▸ **WHAT IS BEING ASKED**
Wherever "lineCap" appears in a line of the listing, report that line.

▸ **EXERCISE INPUT**
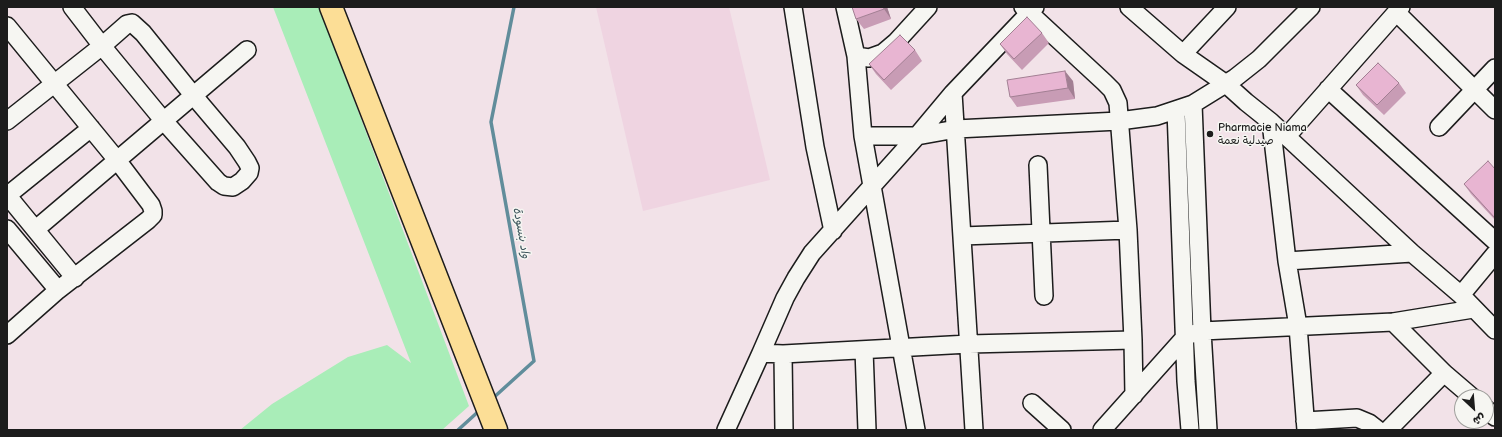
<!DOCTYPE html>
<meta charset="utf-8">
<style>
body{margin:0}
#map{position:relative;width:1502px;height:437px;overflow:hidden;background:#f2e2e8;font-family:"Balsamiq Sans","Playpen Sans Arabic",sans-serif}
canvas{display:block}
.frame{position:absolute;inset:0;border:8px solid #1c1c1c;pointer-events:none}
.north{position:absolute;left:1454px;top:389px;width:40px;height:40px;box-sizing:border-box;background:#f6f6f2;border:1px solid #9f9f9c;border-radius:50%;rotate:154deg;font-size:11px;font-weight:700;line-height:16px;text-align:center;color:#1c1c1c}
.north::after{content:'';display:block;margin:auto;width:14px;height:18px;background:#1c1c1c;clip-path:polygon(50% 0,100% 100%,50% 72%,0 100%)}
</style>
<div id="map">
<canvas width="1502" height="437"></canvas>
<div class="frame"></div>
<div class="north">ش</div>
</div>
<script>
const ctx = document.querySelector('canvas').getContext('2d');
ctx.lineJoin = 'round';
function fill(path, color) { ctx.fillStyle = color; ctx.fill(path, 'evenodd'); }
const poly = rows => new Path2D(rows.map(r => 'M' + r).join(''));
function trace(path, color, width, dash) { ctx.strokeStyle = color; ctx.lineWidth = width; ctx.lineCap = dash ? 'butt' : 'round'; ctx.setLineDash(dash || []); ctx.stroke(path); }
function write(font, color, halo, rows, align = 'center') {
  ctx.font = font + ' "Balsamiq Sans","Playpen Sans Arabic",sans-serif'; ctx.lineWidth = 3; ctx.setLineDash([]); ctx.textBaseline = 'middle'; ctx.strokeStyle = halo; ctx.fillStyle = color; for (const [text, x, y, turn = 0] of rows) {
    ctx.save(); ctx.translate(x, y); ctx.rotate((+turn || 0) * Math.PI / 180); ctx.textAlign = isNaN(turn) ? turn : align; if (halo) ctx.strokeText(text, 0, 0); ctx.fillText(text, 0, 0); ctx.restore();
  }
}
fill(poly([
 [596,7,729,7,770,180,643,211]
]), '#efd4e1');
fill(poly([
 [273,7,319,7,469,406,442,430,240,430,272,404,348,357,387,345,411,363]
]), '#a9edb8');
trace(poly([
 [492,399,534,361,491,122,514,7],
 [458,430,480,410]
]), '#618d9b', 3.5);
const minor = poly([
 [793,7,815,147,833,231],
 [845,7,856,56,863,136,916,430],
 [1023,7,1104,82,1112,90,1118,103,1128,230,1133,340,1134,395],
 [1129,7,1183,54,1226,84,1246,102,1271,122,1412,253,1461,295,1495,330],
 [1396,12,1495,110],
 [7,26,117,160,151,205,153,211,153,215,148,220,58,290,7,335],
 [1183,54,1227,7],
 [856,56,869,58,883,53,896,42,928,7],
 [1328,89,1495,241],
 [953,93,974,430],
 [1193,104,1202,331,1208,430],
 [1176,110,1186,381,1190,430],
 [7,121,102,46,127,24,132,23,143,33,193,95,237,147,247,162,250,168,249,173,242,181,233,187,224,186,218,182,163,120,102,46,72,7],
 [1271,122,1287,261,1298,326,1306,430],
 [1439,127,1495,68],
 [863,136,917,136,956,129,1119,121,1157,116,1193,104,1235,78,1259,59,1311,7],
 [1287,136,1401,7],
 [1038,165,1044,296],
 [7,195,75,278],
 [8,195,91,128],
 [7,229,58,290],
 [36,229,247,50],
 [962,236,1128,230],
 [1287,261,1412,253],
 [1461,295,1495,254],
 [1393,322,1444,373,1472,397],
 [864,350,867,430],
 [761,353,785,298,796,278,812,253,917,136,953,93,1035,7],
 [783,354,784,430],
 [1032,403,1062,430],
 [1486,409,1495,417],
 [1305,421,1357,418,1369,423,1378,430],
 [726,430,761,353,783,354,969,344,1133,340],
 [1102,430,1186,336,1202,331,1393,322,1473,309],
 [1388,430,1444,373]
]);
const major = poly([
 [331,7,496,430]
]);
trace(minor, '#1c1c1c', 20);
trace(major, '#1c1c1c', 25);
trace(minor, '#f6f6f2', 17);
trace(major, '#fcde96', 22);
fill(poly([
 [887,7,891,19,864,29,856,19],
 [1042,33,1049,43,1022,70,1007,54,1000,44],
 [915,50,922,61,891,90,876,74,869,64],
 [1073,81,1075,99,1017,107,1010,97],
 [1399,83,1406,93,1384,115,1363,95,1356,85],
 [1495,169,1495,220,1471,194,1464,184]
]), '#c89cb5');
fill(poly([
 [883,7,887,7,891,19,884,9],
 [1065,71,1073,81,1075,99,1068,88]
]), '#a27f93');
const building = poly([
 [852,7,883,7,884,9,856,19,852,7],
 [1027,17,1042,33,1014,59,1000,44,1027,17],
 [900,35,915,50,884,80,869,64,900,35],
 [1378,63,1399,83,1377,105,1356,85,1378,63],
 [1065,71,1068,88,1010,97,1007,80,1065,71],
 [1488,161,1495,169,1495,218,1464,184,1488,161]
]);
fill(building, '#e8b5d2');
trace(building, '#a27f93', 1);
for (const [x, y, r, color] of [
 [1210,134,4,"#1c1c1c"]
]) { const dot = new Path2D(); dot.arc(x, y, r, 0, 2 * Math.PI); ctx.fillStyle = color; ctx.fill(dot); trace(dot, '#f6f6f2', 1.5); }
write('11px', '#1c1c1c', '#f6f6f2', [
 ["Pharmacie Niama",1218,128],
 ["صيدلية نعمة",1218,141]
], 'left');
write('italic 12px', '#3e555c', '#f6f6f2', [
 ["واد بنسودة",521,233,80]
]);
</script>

--

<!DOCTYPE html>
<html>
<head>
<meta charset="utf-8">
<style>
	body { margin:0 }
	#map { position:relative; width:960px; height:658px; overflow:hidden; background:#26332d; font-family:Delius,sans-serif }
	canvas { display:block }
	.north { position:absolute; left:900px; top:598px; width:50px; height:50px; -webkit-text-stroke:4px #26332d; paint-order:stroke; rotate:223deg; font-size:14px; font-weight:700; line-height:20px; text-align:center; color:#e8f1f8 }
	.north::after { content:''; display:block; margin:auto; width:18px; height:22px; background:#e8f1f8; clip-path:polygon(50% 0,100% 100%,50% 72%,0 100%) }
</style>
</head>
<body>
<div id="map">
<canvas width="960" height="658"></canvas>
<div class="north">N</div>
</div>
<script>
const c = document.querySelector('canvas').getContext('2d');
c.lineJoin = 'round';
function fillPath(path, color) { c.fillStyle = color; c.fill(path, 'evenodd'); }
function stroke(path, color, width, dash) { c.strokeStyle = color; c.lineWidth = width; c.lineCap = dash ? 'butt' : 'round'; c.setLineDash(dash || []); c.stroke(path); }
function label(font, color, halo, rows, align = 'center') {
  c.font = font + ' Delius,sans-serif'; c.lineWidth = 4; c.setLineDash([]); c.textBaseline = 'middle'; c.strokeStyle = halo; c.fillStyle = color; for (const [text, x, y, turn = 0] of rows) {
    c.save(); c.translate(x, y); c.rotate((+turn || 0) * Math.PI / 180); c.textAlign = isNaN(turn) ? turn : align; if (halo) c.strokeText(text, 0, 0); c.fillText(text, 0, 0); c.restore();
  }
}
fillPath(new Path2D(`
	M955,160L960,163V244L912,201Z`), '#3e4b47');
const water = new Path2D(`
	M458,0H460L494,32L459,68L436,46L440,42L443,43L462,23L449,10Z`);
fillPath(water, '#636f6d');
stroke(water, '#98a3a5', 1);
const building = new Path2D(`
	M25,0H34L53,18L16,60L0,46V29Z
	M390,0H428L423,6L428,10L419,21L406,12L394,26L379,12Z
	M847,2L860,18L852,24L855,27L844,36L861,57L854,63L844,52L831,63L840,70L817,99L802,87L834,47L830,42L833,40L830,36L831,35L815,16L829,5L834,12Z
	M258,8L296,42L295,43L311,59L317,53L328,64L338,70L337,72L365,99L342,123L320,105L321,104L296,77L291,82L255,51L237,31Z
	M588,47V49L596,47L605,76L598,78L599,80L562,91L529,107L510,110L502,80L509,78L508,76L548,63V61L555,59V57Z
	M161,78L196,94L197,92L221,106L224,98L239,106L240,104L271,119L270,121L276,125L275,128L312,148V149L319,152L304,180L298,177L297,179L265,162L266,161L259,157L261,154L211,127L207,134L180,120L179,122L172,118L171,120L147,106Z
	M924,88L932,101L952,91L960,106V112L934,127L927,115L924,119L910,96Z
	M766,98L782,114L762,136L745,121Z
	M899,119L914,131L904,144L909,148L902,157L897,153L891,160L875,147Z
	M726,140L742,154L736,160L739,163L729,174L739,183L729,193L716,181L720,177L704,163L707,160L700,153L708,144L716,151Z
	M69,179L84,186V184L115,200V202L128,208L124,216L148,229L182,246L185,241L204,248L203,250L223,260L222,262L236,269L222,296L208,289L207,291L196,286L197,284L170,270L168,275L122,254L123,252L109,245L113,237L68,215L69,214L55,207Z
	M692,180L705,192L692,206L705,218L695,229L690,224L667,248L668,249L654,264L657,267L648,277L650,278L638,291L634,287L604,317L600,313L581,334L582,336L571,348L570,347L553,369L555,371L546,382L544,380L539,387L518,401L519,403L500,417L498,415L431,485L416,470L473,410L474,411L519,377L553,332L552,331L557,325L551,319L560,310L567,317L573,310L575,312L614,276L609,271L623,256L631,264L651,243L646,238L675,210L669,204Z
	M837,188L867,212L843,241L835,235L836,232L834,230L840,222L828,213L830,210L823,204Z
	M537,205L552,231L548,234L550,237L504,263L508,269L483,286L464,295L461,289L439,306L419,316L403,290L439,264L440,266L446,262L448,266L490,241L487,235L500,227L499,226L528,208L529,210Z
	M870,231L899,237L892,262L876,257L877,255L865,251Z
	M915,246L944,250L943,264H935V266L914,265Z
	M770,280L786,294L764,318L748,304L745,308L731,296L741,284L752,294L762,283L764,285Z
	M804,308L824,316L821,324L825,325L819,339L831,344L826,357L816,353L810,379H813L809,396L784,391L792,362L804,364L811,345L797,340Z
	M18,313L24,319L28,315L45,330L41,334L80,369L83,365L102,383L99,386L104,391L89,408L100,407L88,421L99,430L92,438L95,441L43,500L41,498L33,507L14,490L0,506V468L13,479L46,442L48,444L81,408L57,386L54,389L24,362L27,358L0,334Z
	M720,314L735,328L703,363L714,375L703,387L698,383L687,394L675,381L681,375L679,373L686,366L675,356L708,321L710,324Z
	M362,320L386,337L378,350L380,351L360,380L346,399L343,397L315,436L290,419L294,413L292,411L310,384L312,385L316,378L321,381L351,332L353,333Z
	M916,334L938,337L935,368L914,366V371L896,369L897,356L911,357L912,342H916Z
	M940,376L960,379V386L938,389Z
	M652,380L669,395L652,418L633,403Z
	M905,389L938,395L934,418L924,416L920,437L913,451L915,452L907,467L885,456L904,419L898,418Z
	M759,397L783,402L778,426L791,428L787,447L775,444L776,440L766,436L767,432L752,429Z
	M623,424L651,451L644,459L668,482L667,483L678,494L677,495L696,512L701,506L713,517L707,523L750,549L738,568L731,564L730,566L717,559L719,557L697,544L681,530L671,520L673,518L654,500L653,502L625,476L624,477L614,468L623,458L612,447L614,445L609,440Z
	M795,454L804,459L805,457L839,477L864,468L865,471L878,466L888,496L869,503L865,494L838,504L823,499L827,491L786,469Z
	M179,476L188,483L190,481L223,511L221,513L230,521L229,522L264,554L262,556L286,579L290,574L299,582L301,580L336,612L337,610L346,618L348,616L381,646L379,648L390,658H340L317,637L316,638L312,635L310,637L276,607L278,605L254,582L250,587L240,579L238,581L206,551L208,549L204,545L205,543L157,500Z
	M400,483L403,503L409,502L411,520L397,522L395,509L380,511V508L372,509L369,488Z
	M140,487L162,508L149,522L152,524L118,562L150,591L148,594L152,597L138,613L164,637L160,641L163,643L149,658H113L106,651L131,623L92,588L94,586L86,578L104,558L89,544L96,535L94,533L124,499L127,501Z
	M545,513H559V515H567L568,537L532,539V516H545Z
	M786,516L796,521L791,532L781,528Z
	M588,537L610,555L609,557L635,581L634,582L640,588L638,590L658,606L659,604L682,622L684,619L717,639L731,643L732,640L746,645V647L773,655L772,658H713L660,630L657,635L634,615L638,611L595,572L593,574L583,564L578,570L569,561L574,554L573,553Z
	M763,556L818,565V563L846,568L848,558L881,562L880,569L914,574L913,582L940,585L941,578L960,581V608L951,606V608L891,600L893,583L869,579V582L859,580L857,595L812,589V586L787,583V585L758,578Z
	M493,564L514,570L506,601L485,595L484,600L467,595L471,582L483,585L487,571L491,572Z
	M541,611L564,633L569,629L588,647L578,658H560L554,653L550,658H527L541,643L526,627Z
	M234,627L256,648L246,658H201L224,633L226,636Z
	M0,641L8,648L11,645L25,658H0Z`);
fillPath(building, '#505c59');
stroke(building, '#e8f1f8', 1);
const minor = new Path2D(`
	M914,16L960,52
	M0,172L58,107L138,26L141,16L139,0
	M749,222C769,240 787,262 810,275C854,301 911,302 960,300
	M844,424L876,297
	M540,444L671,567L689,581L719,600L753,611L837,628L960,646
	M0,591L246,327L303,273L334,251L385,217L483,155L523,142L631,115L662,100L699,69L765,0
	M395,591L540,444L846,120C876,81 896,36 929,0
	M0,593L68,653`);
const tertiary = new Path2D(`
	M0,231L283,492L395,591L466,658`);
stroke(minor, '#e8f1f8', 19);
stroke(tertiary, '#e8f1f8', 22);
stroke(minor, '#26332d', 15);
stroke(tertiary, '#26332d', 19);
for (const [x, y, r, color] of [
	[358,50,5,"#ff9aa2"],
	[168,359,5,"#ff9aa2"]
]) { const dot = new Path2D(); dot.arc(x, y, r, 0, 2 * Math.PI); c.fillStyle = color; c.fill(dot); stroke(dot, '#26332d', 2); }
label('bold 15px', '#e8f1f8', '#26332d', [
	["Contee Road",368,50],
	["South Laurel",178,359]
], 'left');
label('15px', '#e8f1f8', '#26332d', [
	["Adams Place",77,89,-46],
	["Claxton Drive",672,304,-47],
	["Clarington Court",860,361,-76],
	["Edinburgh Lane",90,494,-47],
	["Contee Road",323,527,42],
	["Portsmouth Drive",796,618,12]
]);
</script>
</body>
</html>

▸ **PROBLEM SOLUTION**
function trace(path, color, width, dash) { ctx.strokeStyle = color; ctx.lineWidth = width; ctx.lineCap = dash ? 'butt' : 'round'; ctx.setLineDash(dash || []); ctx.stroke(path); }
function stroke(path, color, width, dash) { c.strokeStyle = color; c.lineWidth = width; c.lineCap = dash ? 'butt' : 'round'; c.setLineDash(dash || []); c.stroke(path); }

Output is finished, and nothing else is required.